> **What the task requires**:
Could you please reproduce all the records below exactly, leaving out the images?

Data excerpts
■ ■ ■ ■

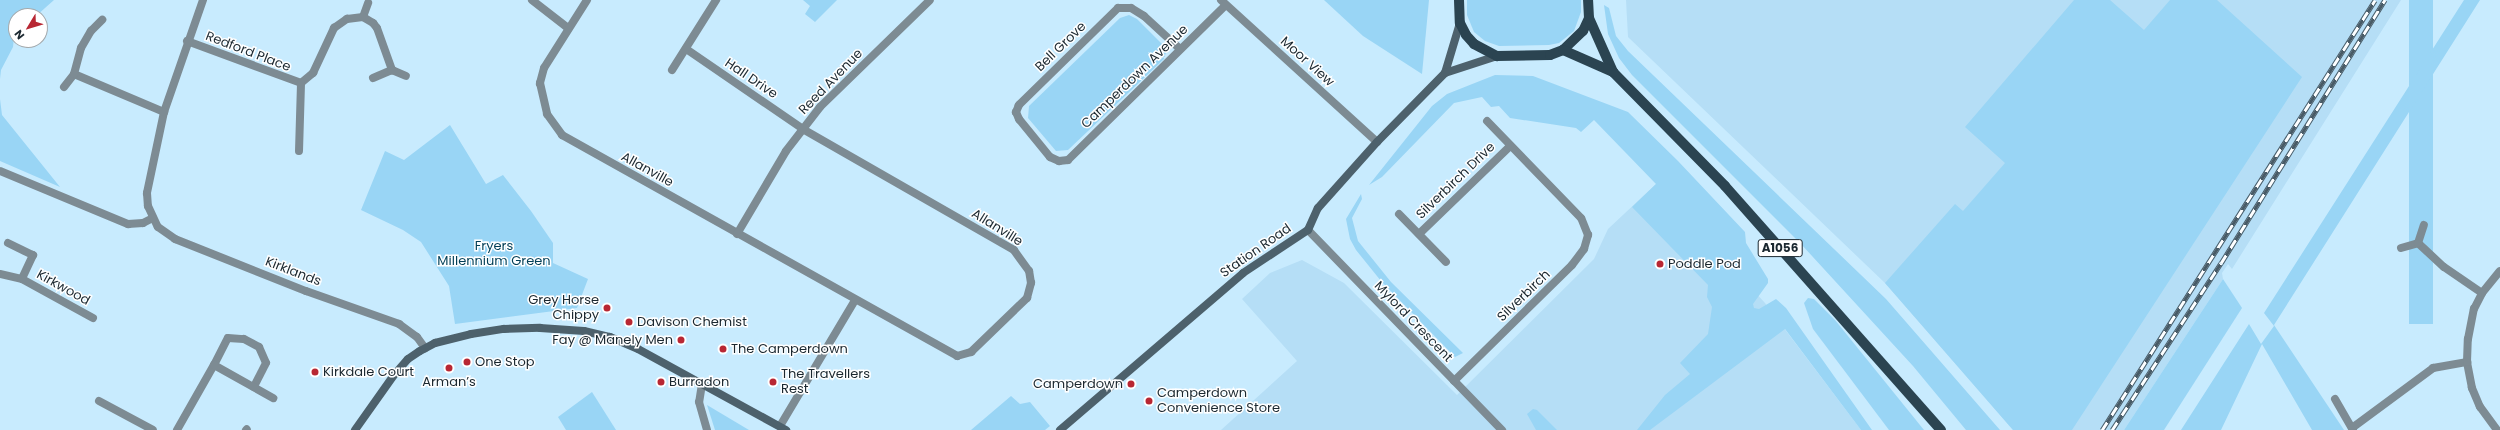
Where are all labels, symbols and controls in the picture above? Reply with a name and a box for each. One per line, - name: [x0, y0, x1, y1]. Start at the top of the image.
- north arrow: [8, 8, 48, 48]
- street label: Bell Grove: [1032, 19, 1090, 75]
- street label: Camperdown Avenue: [1078, 22, 1192, 132]
- text: N: [10, 27, 28, 43]
- street label: Redford Place: [203, 29, 293, 75]
- street label: Moor View: [1277, 34, 1337, 90]
- street label: Reed Avenue: [796, 46, 866, 118]
- street label: Hall Drive: [722, 56, 780, 102]
- street label: Silverbirch Drive: [1413, 139, 1499, 223]
- street label: Allanville: [618, 149, 676, 191]
- street label: Allanville: [969, 206, 1025, 250]
- street label: Station Road: [1218, 221, 1294, 281]
- road number: A1056: [1757, 238, 1803, 258]
- park label: Fryers Millennium Green: [437, 239, 551, 270]
- street label: Kirklands: [263, 254, 323, 290]
- place label: Poddle Pod: [1668, 256, 1741, 272]
- marker: Poddle Pod: [1655, 259, 1665, 269]
- street label: Kirkwood: [34, 267, 92, 309]
- street label: Silverbirch: [1494, 267, 1554, 325]
- street label: Mylord Crescent: [1371, 279, 1455, 365]
- place label: Grey Horse Chippy: [528, 293, 599, 324]
- marker: Grey Horse Chippy: [602, 303, 612, 313]
- place label: Davison Chemist: [637, 314, 747, 330]
- marker: Davison Chemist: [624, 317, 634, 327]
- place label: Fay @ Manely Men: [552, 332, 673, 348]
- marker: Fay @ Manely Men: [676, 335, 686, 345]
- place label: The Camperdown: [731, 341, 848, 357]
- marker: The Camperdown: [718, 344, 728, 354]
- place label: One Stop: [475, 354, 535, 370]
- marker: One Stop: [462, 357, 472, 367]
- marker: Arman’s: [444, 363, 454, 373]
- place label: Kirkdale Court: [323, 364, 414, 380]
- marker: Kirkdale Court: [310, 367, 320, 377]
- place label: The Travellers Rest: [781, 367, 870, 398]
- place label: Arman’s: [422, 374, 476, 390]
- place label: Burradon: [669, 374, 729, 390]
- place label: Camperdown: [1033, 376, 1123, 392]
- marker: Burradon: [656, 377, 666, 387]
- marker: The Travellers Rest: [768, 377, 778, 387]
- marker: Camperdown: [1126, 379, 1136, 389]
- place label: Camperdown Convenience Store: [1157, 386, 1280, 417]
- marker: Camperdown Convenience Store: [1144, 396, 1154, 406]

■ ■ ■ ■

> **Task answer**:
Where are all labels, symbols and controls in the picture above? Reply with a name and a box for each. One per line, - name: [x0, y0, x1, y1]. Start at the top of the image.
- north arrow: [8, 8, 48, 48]
- street label: Bell Grove: [1032, 19, 1090, 75]
- street label: Camperdown Avenue: [1078, 22, 1192, 132]
- text: N: [10, 27, 28, 43]
- street label: Redford Place: [203, 29, 293, 75]
- street label: Moor View: [1277, 34, 1337, 90]
- street label: Reed Avenue: [796, 46, 866, 118]
- street label: Hall Drive: [722, 56, 780, 102]
- street label: Silverbirch Drive: [1413, 139, 1499, 223]
- street label: Allanville: [618, 149, 676, 191]
- street label: Allanville: [969, 206, 1025, 250]
- street label: Station Road: [1218, 221, 1294, 281]
- road number: A1056: [1757, 238, 1803, 258]
- park label: Fryers Millennium Green: [437, 239, 551, 270]
- street label: Kirklands: [263, 254, 323, 290]
- place label: Poddle Pod: [1668, 256, 1741, 272]
- marker: Poddle Pod: [1655, 259, 1665, 269]
- street label: Kirkwood: [34, 267, 92, 309]
- street label: Silverbirch: [1494, 267, 1554, 325]
- street label: Mylord Crescent: [1371, 279, 1455, 365]
- place label: Grey Horse Chippy: [528, 293, 599, 324]
- marker: Grey Horse Chippy: [602, 303, 612, 313]
- place label: Davison Chemist: [637, 314, 747, 330]
- marker: Davison Chemist: [624, 317, 634, 327]
- place label: Fay @ Manely Men: [552, 332, 673, 348]
- marker: Fay @ Manely Men: [676, 335, 686, 345]
- place label: The Camperdown: [731, 341, 848, 357]
- marker: The Camperdown: [718, 344, 728, 354]
- place label: One Stop: [475, 354, 535, 370]
- marker: One Stop: [462, 357, 472, 367]
- marker: Arman’s: [444, 363, 454, 373]
- place label: Kirkdale Court: [323, 364, 414, 380]
- marker: Kirkdale Court: [310, 367, 320, 377]
- place label: The Travellers Rest: [781, 367, 870, 398]
- place label: Arman’s: [422, 374, 476, 390]
- place label: Burradon: [669, 374, 729, 390]
- place label: Camperdown: [1033, 376, 1123, 392]
- marker: Burradon: [656, 377, 666, 387]
- marker: The Travellers Rest: [768, 377, 778, 387]
- marker: Camperdown: [1126, 379, 1136, 389]
- place label: Camperdown Convenience Store: [1157, 386, 1280, 417]
- marker: Camperdown Convenience Store: [1144, 396, 1154, 406]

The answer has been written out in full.